The first three data available which is equivalent to the image above is shown below

In [3]:
rental[:3]

[{'name': 'Regalia @ Jalan Sultan Ismail, Kuala Lumpur',
  'price': 'RM 2,800',
  'features': ['864 sqft', 'High-Rise', 'Fully furnished'],
  'facilities': ['2 bed', '2 bath', '1 parking']},
 {'name': 'Puncak Prima Condo, Sri Hartamas, Kuala Lumpur',
  'price': 'RM 2,300',
  'features': ['1095 sqft', 'High-Rise', 'Fully furnished'],
  'facilities': ['3 bed', '2 bath', '2 parking']},
 {'name': 'Apartment Unit for Rent',
  'price': 'RM 2,000',
  'features': ['1800 sqft', 'High-Rise', 'Partially furnished'],
  'facilities': ['3 bed', '2 bath', '1 parking']}]
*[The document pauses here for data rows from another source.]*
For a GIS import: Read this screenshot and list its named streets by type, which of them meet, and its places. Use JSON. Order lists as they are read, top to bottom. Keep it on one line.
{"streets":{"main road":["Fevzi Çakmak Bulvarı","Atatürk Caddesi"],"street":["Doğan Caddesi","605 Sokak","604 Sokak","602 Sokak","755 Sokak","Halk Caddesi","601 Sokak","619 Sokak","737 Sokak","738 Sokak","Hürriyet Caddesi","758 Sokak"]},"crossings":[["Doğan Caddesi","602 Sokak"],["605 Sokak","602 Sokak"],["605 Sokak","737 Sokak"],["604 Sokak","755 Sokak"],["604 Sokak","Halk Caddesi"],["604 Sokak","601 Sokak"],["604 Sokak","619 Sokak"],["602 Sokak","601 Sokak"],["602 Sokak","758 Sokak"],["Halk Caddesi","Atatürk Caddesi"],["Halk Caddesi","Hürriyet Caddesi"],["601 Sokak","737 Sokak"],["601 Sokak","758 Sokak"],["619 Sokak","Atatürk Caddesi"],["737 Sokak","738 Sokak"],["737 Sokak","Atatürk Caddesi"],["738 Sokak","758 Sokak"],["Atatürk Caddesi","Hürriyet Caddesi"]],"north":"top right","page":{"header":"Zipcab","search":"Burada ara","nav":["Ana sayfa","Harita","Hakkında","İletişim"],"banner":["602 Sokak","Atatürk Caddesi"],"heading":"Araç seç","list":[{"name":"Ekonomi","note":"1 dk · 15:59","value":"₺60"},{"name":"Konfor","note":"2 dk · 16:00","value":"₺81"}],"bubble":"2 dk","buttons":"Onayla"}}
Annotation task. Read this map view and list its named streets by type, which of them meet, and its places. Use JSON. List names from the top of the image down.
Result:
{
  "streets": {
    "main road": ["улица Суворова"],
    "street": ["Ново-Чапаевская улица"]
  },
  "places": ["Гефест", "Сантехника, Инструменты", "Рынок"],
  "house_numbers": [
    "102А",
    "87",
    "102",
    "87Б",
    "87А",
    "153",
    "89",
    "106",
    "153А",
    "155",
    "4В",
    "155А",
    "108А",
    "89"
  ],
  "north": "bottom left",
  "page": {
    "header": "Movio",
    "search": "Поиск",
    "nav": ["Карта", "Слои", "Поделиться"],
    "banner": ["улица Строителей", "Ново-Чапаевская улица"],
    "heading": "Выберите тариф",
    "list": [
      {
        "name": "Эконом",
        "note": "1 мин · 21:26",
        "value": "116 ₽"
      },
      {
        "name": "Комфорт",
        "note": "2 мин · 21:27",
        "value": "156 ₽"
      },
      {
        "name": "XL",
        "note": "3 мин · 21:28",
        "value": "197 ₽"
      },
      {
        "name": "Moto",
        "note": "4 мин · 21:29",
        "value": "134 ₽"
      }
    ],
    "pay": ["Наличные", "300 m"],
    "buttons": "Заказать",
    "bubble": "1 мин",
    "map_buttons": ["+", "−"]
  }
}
There are 2 types of rentals advertised in Speedhome. 
1. A whole apartment/home
2. A room

I am only interested in the 1st type of rental. So, I will remove the 2nd type of data that is available.

In [4]:
rental_clean = []

for i in rental:
    if len(i["facilities"]) == 3:
        rental_clean.append(i)

In [5]:
len(rental)

63

In [6]:
len(rental_clean)

44

So from 63 available data, we have removed 19 from our dataset to get only the 1st type of rental.

Continuing from that, I further clean the data by separating the `features` and `facilities` of the rental units.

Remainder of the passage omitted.